(PROVIDED DATA)

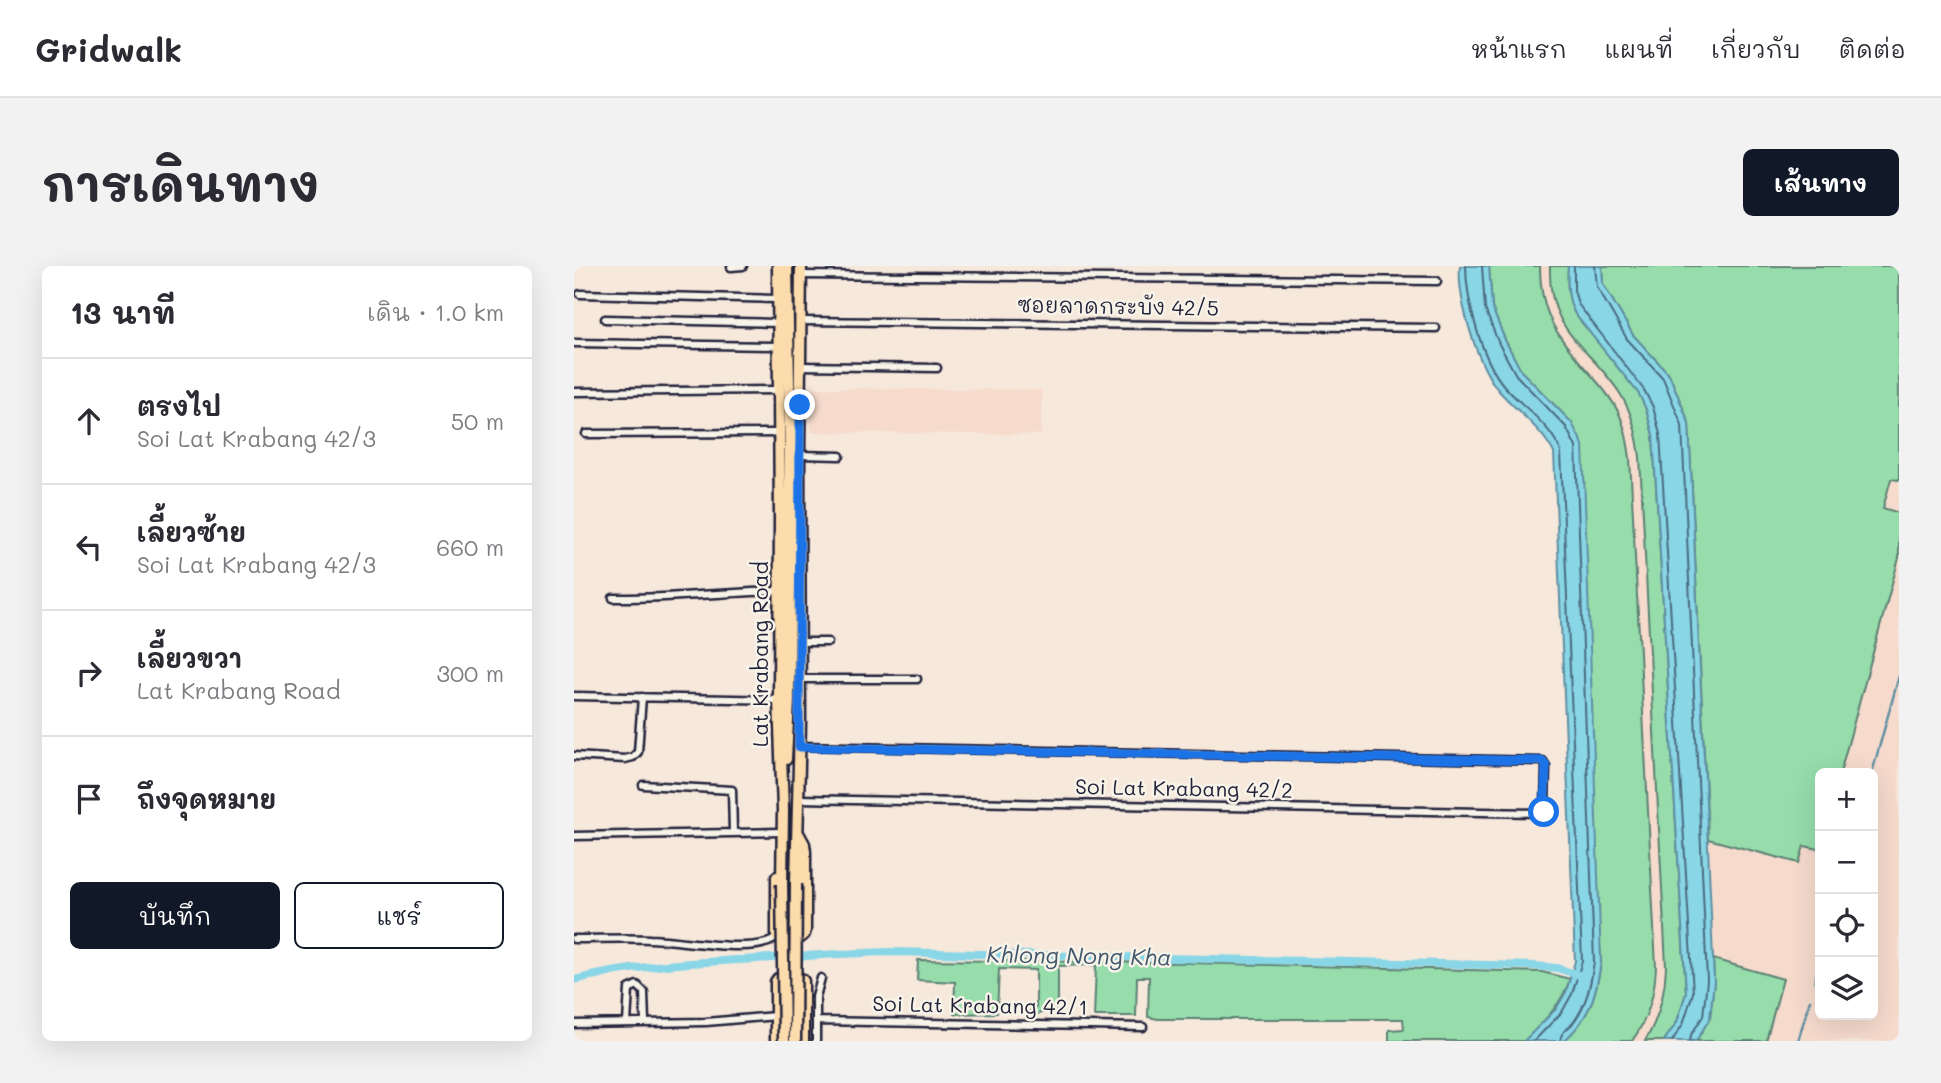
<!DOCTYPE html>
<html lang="th">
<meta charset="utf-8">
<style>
body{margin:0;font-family:Mali,"Playpen Sans Thai",sans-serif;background:#f2f2f3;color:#2b2b33}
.controls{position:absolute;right:21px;bottom:21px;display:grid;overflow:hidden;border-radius:10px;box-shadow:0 7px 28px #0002}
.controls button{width:63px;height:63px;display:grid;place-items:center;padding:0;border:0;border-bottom:2px solid #e1e1e2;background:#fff;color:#2b2b33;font:35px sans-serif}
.stop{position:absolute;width:21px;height:21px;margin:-16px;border:5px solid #1a73e8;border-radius:50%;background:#fff}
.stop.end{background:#1a73e8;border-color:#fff;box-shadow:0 2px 7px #0008}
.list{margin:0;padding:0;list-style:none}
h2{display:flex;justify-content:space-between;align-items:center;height:91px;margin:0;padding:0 28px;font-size:30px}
h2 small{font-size:23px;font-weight:400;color:#7c7c81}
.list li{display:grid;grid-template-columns:46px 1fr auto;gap:21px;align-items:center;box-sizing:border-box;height:126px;padding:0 28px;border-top:2px solid #e1e1e2}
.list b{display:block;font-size:26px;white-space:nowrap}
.list p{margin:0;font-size:23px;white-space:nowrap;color:#7c7c81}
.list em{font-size:23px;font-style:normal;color:#7c7c81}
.actions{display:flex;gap:14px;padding:21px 28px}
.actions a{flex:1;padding:16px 0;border:2px solid #111827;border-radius:10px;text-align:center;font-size:24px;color:#111827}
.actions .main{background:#111827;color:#fff}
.icon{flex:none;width:38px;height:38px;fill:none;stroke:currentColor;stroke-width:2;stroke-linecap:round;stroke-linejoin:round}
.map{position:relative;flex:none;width:1325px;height:775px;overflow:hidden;border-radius:10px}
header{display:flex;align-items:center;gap:42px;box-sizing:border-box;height:98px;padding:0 35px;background:#fff;border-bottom:2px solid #e1e1e2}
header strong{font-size:33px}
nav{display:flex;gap:38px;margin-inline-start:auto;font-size:24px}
.intro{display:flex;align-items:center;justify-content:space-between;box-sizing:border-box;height:168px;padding:0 42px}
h1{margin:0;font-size:49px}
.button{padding:18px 32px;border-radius:10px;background:#111827;color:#fff;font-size:24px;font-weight:700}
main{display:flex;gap:42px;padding:0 42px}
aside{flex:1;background:#fff;border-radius:10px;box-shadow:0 7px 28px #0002}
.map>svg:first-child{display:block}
.built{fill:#f6dbcd;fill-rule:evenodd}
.green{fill:#96ddab;stroke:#5c8073;stroke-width:2}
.water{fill:#89d6e7;stroke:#608ea2;stroke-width:2}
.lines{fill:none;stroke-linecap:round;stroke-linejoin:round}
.shore{stroke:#4b6a80;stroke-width:2}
.stream{stroke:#608ea2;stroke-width:2.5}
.canal{stroke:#89d6e7;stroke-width:8}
.minor-casing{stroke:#22223b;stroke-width:11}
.primary-casing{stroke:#22223b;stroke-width:15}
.minor{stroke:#f7f3e8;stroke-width:6}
.primary{stroke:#fcdcac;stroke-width:10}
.primary-bridge-casing{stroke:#22223b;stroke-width:15;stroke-linecap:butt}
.primary-bridge{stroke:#fcdcac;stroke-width:10}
.route{stroke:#1a73e8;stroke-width:9}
.labels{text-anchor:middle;stroke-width:5;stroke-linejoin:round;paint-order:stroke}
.street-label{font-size:21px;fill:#22223b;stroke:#f7f3e8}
.water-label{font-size:23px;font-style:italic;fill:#41586f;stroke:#f7f3e8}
</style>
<header>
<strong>Gridwalk</strong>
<nav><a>หน้าแรก</a><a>แผนที่</a><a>เกี่ยวกับ</a><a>ติดต่อ</a></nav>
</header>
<div class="intro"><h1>การเดินทาง</h1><a class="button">เส้นทาง</a></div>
<main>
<aside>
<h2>13 นาที<small>เดิน · 1.0 km</small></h2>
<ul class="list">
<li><svg class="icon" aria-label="ahead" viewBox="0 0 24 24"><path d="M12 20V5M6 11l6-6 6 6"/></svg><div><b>ตรงไป</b><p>Soi Lat Krabang 42/3</p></div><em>50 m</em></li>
<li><svg class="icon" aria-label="left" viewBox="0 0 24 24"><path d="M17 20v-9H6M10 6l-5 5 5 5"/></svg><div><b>เลี้ยวซ้าย</b><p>Soi Lat Krabang 42/3</p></div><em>660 m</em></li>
<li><svg class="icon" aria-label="right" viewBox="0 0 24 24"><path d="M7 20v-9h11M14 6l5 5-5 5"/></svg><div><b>เลี้ยวขวา</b><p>Lat Krabang Road</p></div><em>300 m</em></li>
<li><svg class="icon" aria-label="arrive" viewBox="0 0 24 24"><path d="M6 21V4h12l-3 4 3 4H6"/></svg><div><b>ถึงจุดหมาย</b></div></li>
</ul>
<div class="actions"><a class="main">บันทึก</a><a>แชร์</a></div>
</aside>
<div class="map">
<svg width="1325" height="775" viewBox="0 0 1325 775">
<rect width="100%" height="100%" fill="#f7e8dc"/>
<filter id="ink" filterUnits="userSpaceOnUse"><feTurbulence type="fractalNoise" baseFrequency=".0143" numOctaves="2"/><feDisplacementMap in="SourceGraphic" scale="14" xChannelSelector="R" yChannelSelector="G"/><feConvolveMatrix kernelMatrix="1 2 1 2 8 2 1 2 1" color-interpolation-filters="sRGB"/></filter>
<g filter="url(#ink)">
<path class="built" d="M 936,0 L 1325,0 L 1325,775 L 1017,775 L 1025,182 ZM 1246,507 L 1299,507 L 1299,749 L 1246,749 Z
M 238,122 L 468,124 L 467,169 L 237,166 Z"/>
<path class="green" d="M 915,0 L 966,0 C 966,52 986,73 1018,110 C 1029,122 1040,135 1046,150 C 1052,163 1054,178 1056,192 L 1082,701 C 1081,727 1074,753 1058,775 L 990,775 C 1016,751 1022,730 1027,696 L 998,157 L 947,105 L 931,74 L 918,42 Z
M 976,0 L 994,0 C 993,17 993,33 1001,48 L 1065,128 L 1072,143 L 1079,169 L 1112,727 L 1103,756 L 1090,775 L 1071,775 C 1085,752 1091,727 1092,701 L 1066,191 C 1063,169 1059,149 1047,129 C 1017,81 973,68 976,0 Z
M 1028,0 L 1325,0 L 1325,214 L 1317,213 L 1309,242 L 1325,247 L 1325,292 L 1266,507 L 1246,507 L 1246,578 L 1245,583 L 1230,580 L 1225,597 L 1134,573 L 1115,157 L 1095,108 L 1059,69 L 1029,18 Z
M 1139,693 L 1209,713 L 1192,775 L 1122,775 L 1136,752 L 1140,715 Z
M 344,694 L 616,697 L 968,706 L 996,713 C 987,740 969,756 950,775 L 815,775 L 815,764 L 830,763 L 829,753 L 584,753 L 574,751 L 575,711 L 563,711 L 562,750 L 520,750 L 522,699 L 484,700 L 484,743 L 454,750 L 449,748 L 462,742 L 462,704 L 425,703 L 423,747 L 380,748 L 381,716 L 343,714 Z"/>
<path class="water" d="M 886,0 L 915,0 L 918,42 L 931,74 L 947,105 L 998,157 L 1009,179 L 1027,696 C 1022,730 1016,751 990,775 L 950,775 L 982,743 L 992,726 L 1001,695 L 980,187 C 968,163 944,146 926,126 C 904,102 883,33 886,0 Z
M 994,0 L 1028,0 L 1029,18 L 1059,69 L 1095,108 L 1115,157 L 1140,715 L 1136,752 L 1122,775 L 1090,775 L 1103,756 L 1112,727 L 1079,169 L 1072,143 L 1065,128 L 1001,48 C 993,33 993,17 994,0 Z"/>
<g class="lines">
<path class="shore" d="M 892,0 C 892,35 908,95 931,121 C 950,142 977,159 987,186 L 1008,695 L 998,728 L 988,746 L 960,775
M 908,0 L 911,43 L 925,78 L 942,109 L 992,161 L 1002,181 L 1020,696 C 1017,717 1013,739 999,757 C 993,764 987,765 986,775
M 1000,0 L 1000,24 L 1004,38 L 1070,124 L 1079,141 L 1086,168 L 1119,727 L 1109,758 L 1098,775
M 1021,0 L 1023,21 L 1053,73 L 1089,112 L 1108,159 L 1133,715 L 1129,750 L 1117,769 L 1116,775"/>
<path class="stream" d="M 1298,507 L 1325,410
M 1241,715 L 1246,695
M 1224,775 L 1236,734"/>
<path class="canal" d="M 0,714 C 54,700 111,697 166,694 C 217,691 267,687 318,686 L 960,700 L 983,702 L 1005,709"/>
<g class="minor-casing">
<path id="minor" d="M 157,1 L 169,0
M 227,9 L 863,15
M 6,28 L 204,33
M 31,53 L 204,57
M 226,55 L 862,62
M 0,77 L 204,80
M 226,100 L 363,102
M 0,126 L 204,124
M 12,168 L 204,167
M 225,189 L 266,190
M 39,332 C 94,333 150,326 206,325
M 226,376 L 254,376
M 226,413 L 343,413
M 0,430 L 205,434
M 0,490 L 51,493 L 59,491 L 64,486 L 68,431
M 69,519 L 158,524 L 159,567
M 224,533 L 966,547 L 971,543 L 972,500 L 969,495 L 225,480
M 0,570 L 209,566
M 0,673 C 25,673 51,672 76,673 C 103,673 185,690 203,671
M 243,755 L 569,761
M 53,757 L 55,723 L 63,719 L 70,726 L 71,756
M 0,758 L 132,756 L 202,750
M 242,775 L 242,731 L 247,712"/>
</g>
<g class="primary-casing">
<path id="primary" d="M 204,0 L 206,253 L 205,434 L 209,544 L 208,618
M 212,493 L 215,435 L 216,179 L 213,0
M 203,611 L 203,671 L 226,671 L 230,668 L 231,664 L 231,586 L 230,578 L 224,567
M 222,618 L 226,458 L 225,189 L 227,0
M 202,775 L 202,716 L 204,713 L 227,713 L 229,715 L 229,775"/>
</g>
<use href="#minor" class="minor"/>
<use href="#primary" class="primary"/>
<g class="primary-bridge-casing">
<path id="primary-bridge" d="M 208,618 L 210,775
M 221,775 L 222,618"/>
</g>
<use href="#primary-bridge" class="primary-bridge"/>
</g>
</g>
<g class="lines" filter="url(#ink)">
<path class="route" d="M 226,139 L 225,481 L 969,495 L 972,500 L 970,546"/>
</g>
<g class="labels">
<g class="street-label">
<text transform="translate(544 41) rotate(1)" y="7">ซอยลาดกระบัง 42/5</text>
<text transform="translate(187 388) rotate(-90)" y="7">Lat Krabang Road</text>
<text transform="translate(610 523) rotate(1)" y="7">Soi Lat Krabang 42/2</text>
<text transform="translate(406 740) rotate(1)" y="7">Soi Lat Krabang 42/1</text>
</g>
<g class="water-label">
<text transform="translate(505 690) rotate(1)" y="8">Khlong Nong Kha</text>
</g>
</g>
</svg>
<div class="controls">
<button>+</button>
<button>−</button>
<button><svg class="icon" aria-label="locate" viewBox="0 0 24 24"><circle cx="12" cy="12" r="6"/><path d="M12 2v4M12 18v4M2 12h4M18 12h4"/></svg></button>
<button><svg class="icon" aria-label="layers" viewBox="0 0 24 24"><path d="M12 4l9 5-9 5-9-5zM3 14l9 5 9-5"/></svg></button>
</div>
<div class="stop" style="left:970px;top:546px"></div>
<div class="stop end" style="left:226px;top:139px"></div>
</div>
</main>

(WHAT YOU NEED TO DO) Across all the records, find the lines containing the word "list" and reproduce each one.

(ANSWER SPACE)
.list{margin:0;padding:0;list-style:none}
.list li{display:grid;grid-template-columns:46px 1fr auto;gap:21px;align-items:center;box-sizing:border-box;height:126px;padding:0 28px;border-top:2px solid #e1e1e2}
.list b{display:block;font-size:26px;white-space:nowrap}
.list p{margin:0;font-size:23px;white-space:nowrap;color:#7c7c81}
.list em{font-size:23px;font-style:normal;color:#7c7c81}
<ul class="list">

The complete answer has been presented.